The Sidekiq worker Ai::RepositoryXray::ScanDependenciesWorker
runs Ai::RepositoryXray::ScanDependenciesService
, which executes the config file parser.
Problem
The parsing logic in extract_libs
sometimes misses certain edge cases in the file content. When an unexpected data type or value is encountered, it throws an exception that bubbles up as Sidekiq job error. These are unhandled exceptions and should be either fixed or caught and re-raised as a known ParsingError
instead.
Typically the rate of these unhandled errors is quite low compared to the success rate (see Grafana worker detail). So these are considered low priority "bugs", but they should still be addressed for code completeness and to avoid impacting our error budget.
References
-
Kibana failed job logs for
Ai::RepositoryXray::ScanDependenciesWorker
: https://log.gprd.gitlab.net/app/r/s/NbOQ9 - Grafana Worker Detail: https://dashboards.gitlab.net/goto/P1PeuukHg?orgId=1
- Error budget for groupcode creation: https://dashboards.gitlab.net/goto/Xrt3xRZHR?orgId=1
- Many of these errors were fixed during the initial roll out (#483928 (closed)).
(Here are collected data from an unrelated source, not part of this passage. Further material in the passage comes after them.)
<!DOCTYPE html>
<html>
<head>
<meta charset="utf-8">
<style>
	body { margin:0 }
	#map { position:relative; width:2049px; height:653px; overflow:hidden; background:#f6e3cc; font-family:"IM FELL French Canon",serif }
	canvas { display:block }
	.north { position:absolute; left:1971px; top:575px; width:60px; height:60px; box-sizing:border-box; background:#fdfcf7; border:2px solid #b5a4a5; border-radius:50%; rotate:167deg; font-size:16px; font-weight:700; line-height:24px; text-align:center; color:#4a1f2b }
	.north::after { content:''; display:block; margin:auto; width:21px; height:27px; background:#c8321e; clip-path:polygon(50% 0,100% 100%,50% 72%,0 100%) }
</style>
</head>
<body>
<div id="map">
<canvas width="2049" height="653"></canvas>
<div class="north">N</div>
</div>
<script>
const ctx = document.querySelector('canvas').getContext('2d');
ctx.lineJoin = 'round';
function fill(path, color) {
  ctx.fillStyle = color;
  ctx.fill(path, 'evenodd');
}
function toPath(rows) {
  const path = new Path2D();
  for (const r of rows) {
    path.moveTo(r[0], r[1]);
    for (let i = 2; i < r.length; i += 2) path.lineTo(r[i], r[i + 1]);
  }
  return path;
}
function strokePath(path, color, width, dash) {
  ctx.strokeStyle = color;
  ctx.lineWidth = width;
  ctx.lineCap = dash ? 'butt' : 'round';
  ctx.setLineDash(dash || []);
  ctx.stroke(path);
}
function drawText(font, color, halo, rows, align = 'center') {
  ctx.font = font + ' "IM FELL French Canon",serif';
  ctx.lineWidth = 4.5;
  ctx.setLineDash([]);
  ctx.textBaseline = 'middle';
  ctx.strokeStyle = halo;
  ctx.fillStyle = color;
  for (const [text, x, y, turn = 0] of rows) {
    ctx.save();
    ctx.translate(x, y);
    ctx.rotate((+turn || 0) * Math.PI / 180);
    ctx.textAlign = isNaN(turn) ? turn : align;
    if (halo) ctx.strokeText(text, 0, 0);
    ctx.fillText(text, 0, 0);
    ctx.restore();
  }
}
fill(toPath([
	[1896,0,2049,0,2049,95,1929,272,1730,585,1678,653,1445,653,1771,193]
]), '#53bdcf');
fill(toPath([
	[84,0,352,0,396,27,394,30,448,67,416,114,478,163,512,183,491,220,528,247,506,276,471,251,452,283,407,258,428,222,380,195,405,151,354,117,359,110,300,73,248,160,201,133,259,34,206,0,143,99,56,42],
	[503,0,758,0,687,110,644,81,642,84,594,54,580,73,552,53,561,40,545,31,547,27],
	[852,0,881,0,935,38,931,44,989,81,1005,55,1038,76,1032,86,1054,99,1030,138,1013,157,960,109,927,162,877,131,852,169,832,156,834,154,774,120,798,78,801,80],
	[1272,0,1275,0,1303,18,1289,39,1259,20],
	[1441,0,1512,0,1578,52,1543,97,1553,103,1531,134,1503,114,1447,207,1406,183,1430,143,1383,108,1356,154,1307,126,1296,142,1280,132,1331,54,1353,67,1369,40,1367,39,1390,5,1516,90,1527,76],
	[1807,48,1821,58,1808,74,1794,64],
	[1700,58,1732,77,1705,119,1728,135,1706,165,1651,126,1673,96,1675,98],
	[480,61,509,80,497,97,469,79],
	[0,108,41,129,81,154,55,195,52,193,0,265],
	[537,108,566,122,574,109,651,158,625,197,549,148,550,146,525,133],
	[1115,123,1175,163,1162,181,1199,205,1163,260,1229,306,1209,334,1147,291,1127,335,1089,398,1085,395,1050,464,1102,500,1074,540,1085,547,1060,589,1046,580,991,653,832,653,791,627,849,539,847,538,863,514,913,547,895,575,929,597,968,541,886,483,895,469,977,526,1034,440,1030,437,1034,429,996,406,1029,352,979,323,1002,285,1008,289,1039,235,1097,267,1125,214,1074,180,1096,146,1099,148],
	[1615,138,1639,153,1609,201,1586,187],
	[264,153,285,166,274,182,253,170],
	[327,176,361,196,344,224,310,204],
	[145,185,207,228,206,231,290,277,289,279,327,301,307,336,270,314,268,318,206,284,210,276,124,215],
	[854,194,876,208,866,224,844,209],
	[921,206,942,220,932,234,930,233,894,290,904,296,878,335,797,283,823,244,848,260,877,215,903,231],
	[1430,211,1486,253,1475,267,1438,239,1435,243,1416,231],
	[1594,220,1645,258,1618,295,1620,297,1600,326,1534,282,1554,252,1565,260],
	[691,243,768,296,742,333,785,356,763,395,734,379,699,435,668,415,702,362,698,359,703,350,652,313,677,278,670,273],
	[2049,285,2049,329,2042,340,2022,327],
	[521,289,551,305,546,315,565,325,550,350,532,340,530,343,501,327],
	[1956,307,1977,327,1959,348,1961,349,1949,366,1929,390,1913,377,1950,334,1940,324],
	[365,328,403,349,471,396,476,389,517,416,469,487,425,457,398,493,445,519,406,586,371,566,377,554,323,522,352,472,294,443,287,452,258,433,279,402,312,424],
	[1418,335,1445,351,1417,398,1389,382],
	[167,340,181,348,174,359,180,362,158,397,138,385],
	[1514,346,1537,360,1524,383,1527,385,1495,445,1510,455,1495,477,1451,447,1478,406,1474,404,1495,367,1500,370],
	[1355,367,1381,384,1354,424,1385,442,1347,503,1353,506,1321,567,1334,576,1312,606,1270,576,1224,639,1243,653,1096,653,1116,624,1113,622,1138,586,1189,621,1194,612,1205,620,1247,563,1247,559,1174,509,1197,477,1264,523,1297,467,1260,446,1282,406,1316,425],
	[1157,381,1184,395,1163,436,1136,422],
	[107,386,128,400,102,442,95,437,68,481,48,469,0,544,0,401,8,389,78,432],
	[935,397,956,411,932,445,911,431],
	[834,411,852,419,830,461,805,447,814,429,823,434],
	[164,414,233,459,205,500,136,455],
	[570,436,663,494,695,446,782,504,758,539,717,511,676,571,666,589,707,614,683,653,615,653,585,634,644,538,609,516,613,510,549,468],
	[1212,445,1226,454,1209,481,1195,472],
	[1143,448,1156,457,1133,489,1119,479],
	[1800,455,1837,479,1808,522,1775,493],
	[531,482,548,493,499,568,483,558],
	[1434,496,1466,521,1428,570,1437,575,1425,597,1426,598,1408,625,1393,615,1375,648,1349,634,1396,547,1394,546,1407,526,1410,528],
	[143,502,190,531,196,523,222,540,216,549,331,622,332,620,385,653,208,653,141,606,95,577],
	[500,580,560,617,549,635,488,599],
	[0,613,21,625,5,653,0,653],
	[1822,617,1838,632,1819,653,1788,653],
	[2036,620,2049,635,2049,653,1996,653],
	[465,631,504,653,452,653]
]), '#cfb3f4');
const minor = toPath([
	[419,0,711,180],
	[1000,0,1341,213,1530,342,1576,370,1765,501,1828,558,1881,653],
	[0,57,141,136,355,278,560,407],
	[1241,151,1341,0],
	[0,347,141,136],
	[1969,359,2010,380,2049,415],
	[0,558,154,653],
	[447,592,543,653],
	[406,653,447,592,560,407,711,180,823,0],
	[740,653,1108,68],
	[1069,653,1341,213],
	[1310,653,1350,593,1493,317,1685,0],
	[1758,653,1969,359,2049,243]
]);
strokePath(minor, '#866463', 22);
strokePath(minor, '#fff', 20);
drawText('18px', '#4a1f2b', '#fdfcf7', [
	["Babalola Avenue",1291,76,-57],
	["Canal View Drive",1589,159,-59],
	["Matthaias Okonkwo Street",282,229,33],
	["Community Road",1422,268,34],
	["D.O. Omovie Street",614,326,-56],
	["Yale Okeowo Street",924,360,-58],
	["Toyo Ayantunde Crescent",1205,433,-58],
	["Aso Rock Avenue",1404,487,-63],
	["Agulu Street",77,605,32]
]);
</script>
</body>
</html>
See related MRs.
Proposal
We should periodically monitor Kibana logs for these failed Sidekiq job errors and fix/handle them as needed. This needs to be a continuous process throughout the lifetime of the X-Ray service because new config file classes may be added over time. New edge cases may also be uncovered as the service becomes used more widely.
UPDATE [2024-02-04]
Per #500575 (comment 2303465333), we have promoted this to an epic (&16680 (closed)) and will create child issues as needed.